[Study material]:

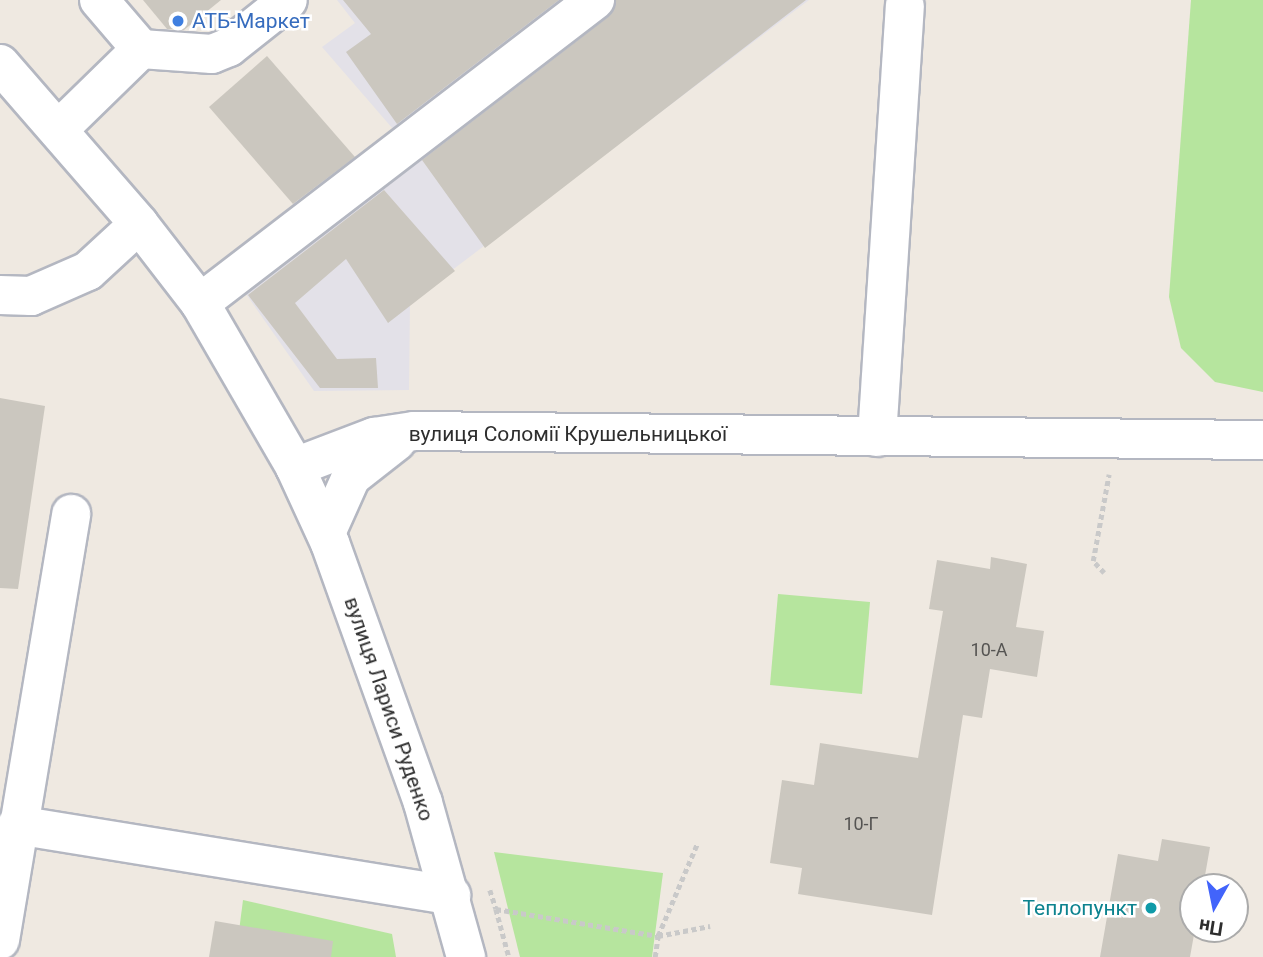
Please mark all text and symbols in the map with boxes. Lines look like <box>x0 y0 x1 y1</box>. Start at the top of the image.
place label: АТБ-Маркет <box>192 8 310 34</box>
marker: АТБ-Маркет <box>170 13 186 29</box>
street label: вулиця Соломії Крушельницької <box>409 421 727 447</box>
street label: вулиця Лариси Руденко <box>339 594 439 824</box>
house number: 10-А <box>971 639 1007 661</box>
house number: 10-Г <box>843 813 879 835</box>
north arrow <box>1179 873 1249 943</box>
place label: Теплопункт <box>1022 895 1137 921</box>
marker: Теплопункт <box>1143 900 1159 916</box>
text: Пн <box>1197 914 1225 941</box>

[The task]: Keep the pictures out and transcribe the entries exactly.

[Output for this exercise]:
Please mark all text and symbols in the map with boxes. Lines look like <box>x0 y0 x1 y1</box>. Start at the top of the image.
place label: АТБ-Маркет <box>192 8 310 34</box>
marker: АТБ-Маркет <box>170 13 186 29</box>
street label: вулиця Соломії Крушельницької <box>409 421 727 447</box>
street label: вулиця Лариси Руденко <box>339 594 439 824</box>
house number: 10-А <box>971 639 1007 661</box>
house number: 10-Г <box>843 813 879 835</box>
north arrow <box>1179 873 1249 943</box>
place label: Теплопункт <box>1022 895 1137 921</box>
marker: Теплопункт <box>1143 900 1159 916</box>
text: Пн <box>1197 914 1225 941</box>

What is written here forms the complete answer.